§ PROVIDED ENTRIES:

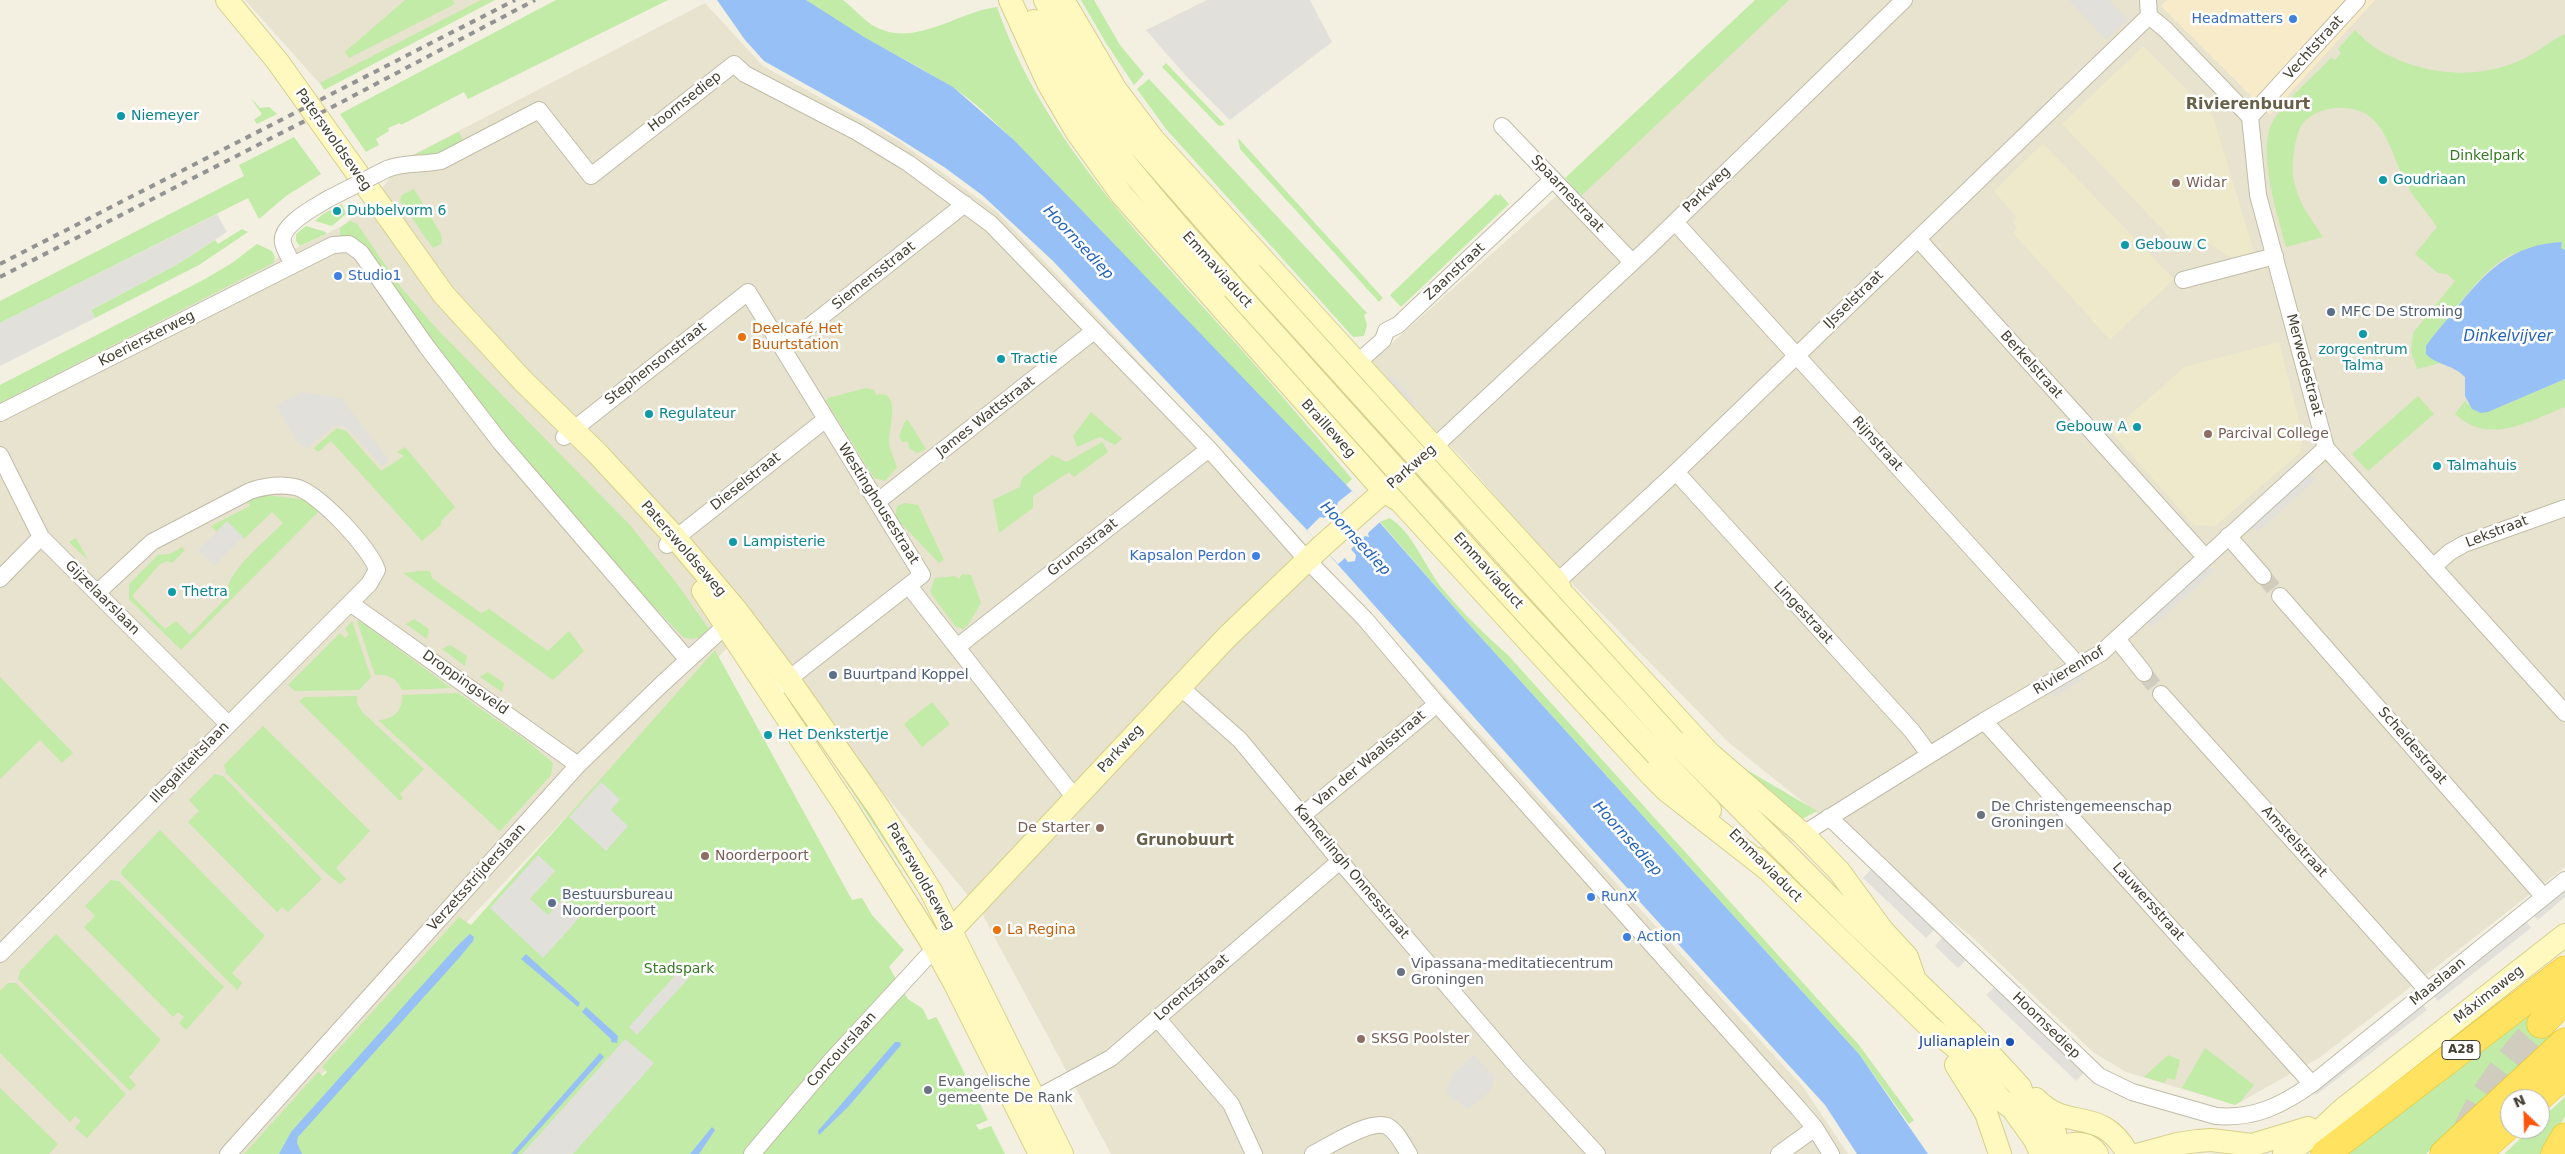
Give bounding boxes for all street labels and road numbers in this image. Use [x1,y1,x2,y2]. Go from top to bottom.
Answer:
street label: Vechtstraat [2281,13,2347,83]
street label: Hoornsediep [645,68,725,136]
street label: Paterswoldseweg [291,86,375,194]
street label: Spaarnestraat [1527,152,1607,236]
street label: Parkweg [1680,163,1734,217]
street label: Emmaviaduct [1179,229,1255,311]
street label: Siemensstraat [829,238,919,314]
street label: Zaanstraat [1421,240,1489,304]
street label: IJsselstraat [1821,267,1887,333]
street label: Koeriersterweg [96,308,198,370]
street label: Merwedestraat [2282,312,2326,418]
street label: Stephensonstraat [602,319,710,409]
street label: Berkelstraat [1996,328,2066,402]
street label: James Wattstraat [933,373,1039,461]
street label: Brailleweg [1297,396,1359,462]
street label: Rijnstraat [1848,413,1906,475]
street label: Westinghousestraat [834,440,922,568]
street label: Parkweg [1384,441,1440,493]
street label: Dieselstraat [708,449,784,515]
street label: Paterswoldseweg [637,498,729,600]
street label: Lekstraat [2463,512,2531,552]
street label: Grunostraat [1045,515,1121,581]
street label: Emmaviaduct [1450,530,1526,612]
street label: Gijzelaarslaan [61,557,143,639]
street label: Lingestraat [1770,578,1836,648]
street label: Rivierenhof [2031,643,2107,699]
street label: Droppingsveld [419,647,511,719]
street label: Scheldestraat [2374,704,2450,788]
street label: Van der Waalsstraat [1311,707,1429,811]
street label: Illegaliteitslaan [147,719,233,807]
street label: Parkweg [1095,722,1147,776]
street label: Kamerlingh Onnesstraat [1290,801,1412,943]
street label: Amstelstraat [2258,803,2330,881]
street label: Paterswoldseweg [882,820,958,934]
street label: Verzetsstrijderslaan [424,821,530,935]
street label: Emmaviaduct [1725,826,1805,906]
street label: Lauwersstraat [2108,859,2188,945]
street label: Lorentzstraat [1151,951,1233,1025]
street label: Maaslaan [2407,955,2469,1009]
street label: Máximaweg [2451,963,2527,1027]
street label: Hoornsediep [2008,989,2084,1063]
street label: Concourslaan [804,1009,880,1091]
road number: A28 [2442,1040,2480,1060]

§ TASK DETAILS: Wherever the word "Hoornsediep" appears in a line of the data above, copy that line.

§ EXPECTED ANSWER:
street label: Hoornsediep [645,68,725,136]
street label: Hoornsediep [2008,989,2084,1063]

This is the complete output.